# The Cavium Data Science cluster

The Cavium Data Science infrastructure allows for the distributed processing of large data sets across a cluster of computers using simple programming models. The infrastructure is designed to scale up from single servers to over 30 machines, each offering local computation and storage. Rather than rely on hardware to deliver high-availability, the library itself is designed to detect and handle failures at the application layer, delivering a highly-available service.

The following software is currently installed on the cluster:
* Hadoop 2.8.3  http://hadoop.apache.org/docs/r2.8.3/index.html
* Hive 2.x.x  http://hive.apache.org/   (note: We recommend Hive on Tez for it's improved performance, rather than hive on hadoop.  We do not support hive on spark.)
* Spark 2.x.x http://spark.apache.org/

## How to get an account


Using the Cavium Hadoop cluster requires an ARC-TS user account (acquired by filling out [this form](https://docs.google.com/a/umich.edu/forms/d/e/1FAIpQLSfLnLd7cu_19JeL2kPCfCraAGYiEKTlXKi4nGJLKrcSk26pVQ/viewform)) but does not require an active Flux allocation.
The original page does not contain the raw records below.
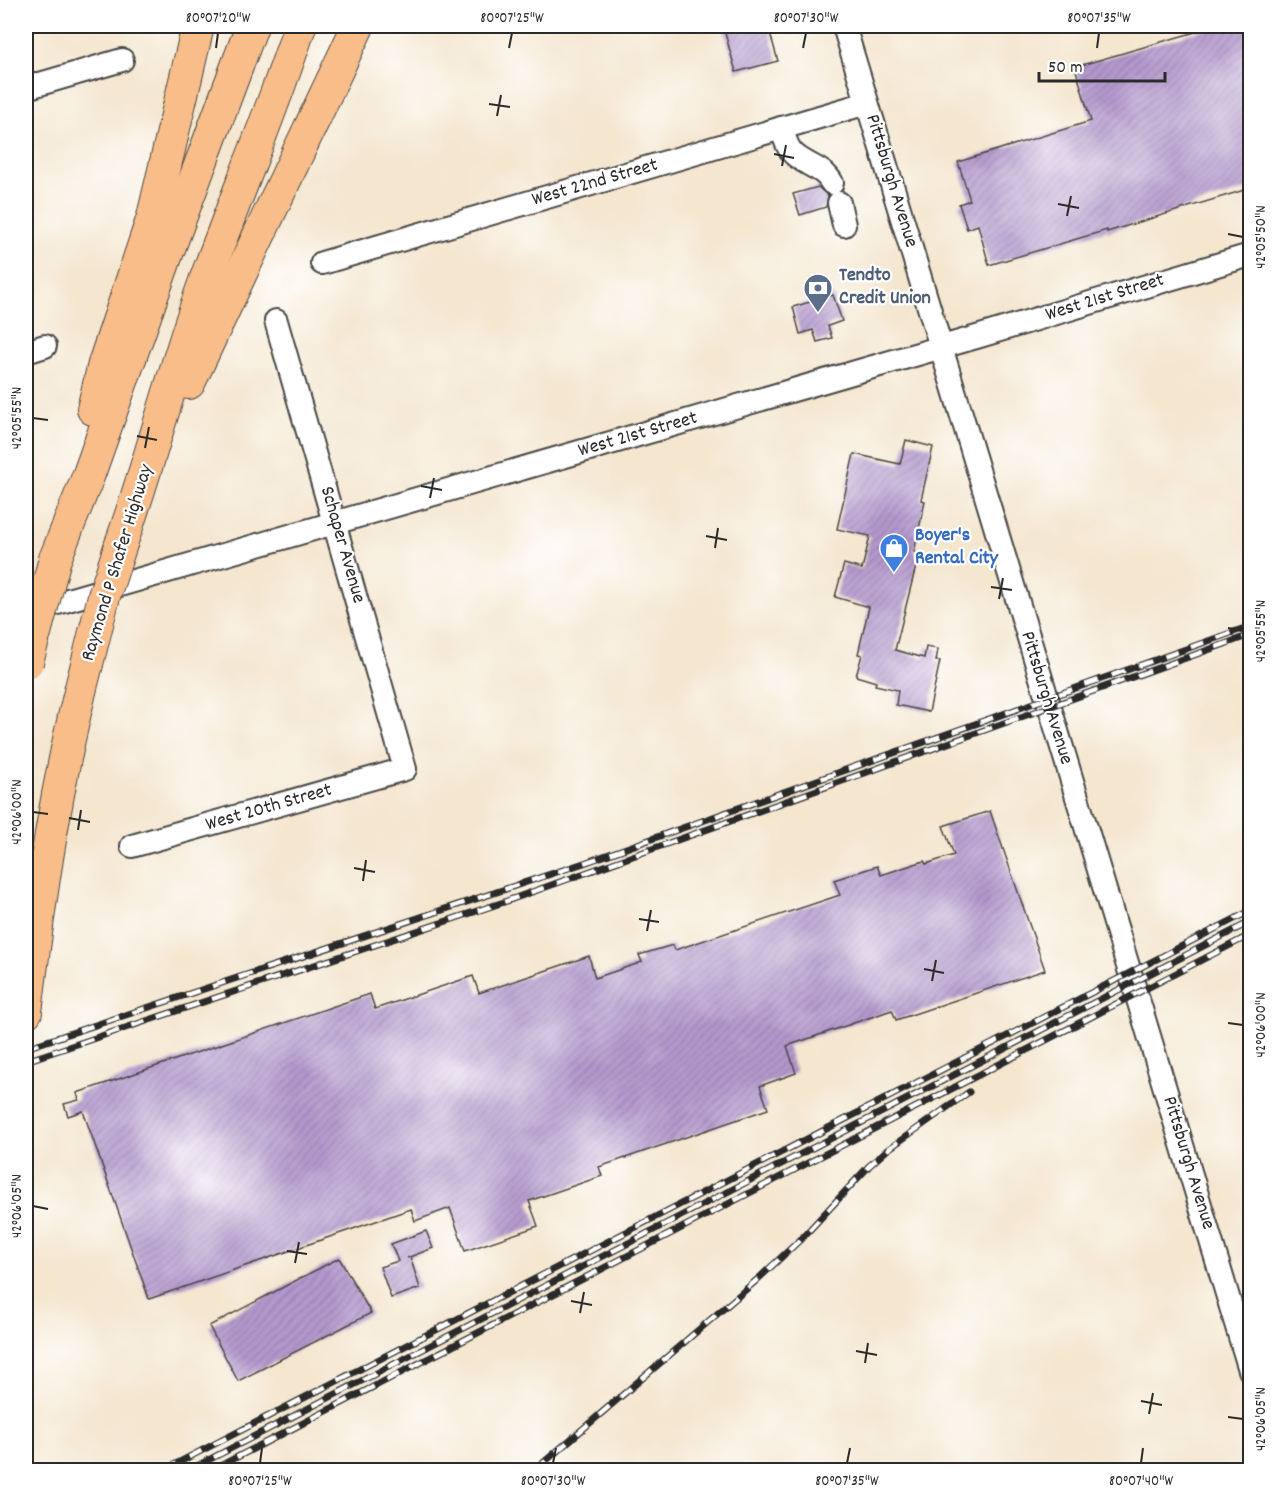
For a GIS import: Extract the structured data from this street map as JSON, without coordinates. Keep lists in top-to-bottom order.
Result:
{
  "streets": {
    "highway": ["Raymond P Shafer Highway"],
    "street": [
      "Pittsburgh Avenue",
      "West 22nd Street",
      "West 21st Street",
      "Schaper Avenue",
      "West 20th Street"
    ]
  },
  "crossings": [
    ["Pittsburgh Avenue", "West 22nd Street"],
    ["Pittsburgh Avenue", "West 21st Street"],
    ["West 21st Street", "Schaper Avenue"],
    ["Schaper Avenue", "West 20th Street"]
  ],
  "places": {
    "bank": ["Tendto Credit Union"],
    "shop": ["Boyer's Rental City"]
  },
  "scale_bar": "50 m",
  "coordinates": [
    "80°07'20\"W",
    "80°07'25\"W",
    "80°07'30\"W",
    "80°07'35\"W",
    "42°05'50\"N",
    "42°05'55\"N",
    "42°06'00\"N",
    "42°06'05\"N",
    "80°07'40\"W"
  ]
}
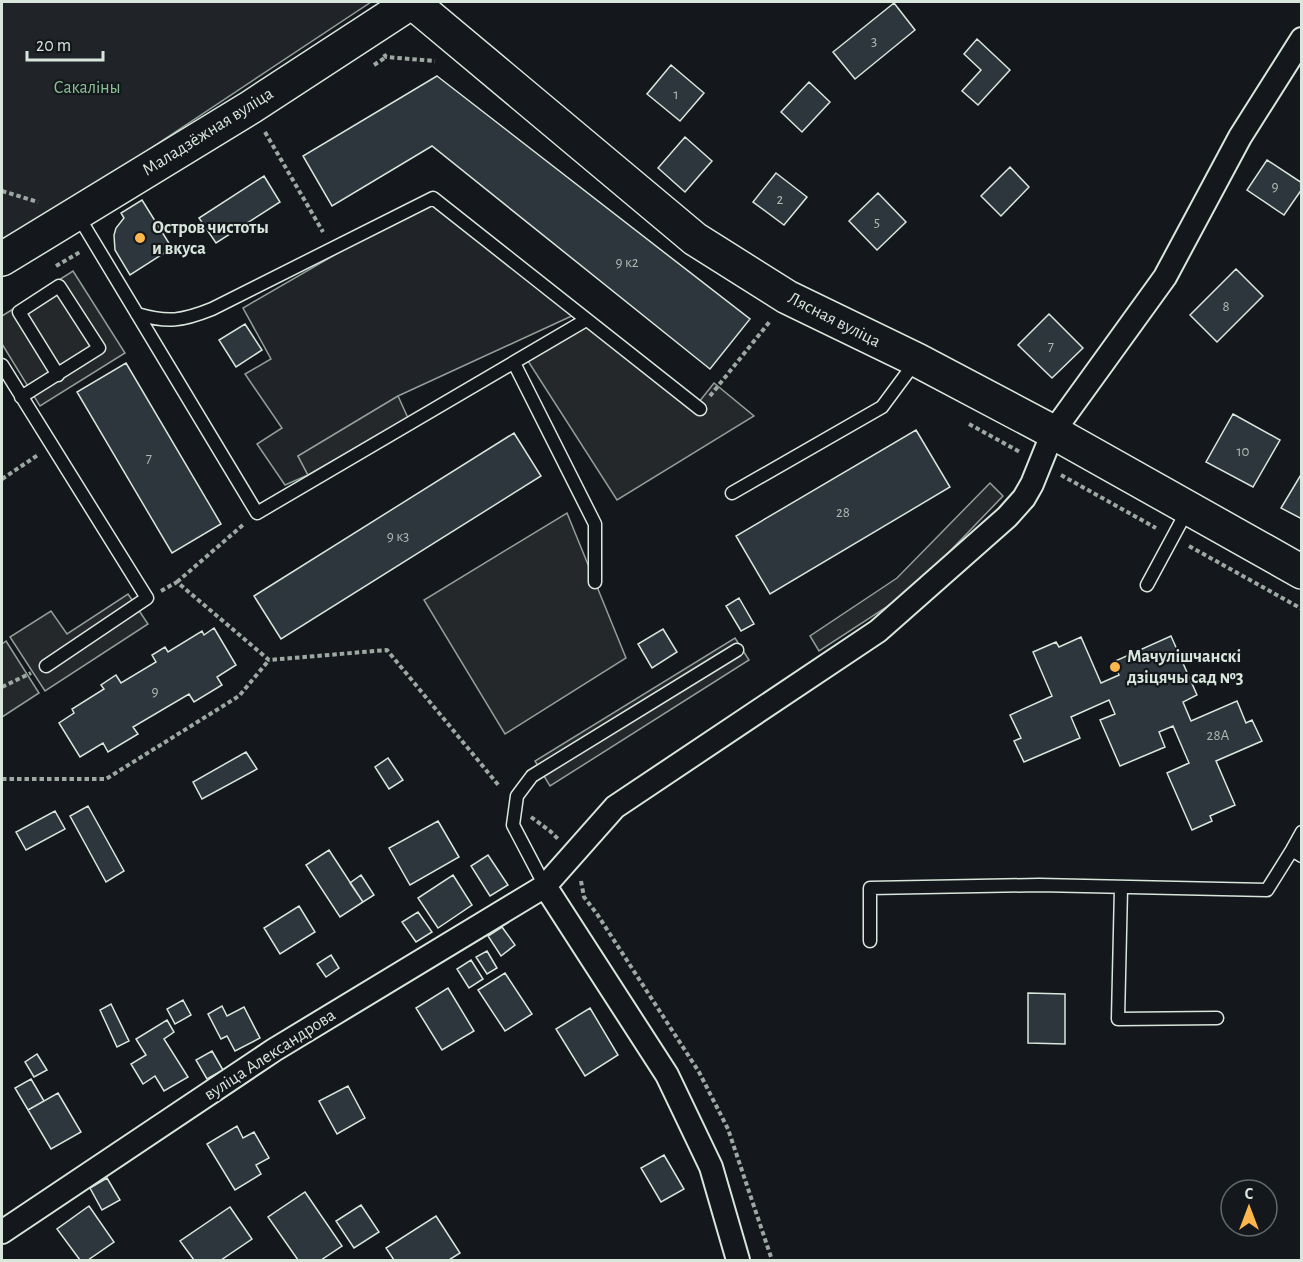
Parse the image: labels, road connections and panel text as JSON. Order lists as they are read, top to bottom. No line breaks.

Note: When you create an account, you will automatically be added to our default queue. If you are using our Hadoop cluster for a class or you need a significant allocation, please <a href="mailto:hpc-support@umich.edu">hpc-support@umich.edu</a> with us so you can be added to the appropriate queue. In many of the examples in this user guide, there is a “–queue <your_queue>” flag. Please fill in the name of your queue when running this examples, or simply “default” if you do not have one.

## Accessing the cluster

To use the cluster, you will need a terminal.  Currently the cluster is only accessible via the commmand line. 

If you are trying to access the cluster from off campus, or via the MGuest wireless network, you will need one of two things:

* [Install VPN software](http://www.itcom.itd.umich.edu/vpn/) on your computer
* First ssh to login.itd.umich.edu, then ssh to cavium-thunderx.arc-ts.umich.edu from there.




### On windows

Windows does not come with a suitable terminal/command line prompt, so extra software is needed to access the cluster.  PuTTY is probably the simplest to use.  [Click here](http://www.chiark.greenend.org.uk/~sgtatham/putty/) to download it.  

Starting putty for the first time will bring up a window with an IP address, like so: ![putty login](https://arc-ts.umich.edu/wp-content/uploads/sites/4/2016/02/putty.png "putty login")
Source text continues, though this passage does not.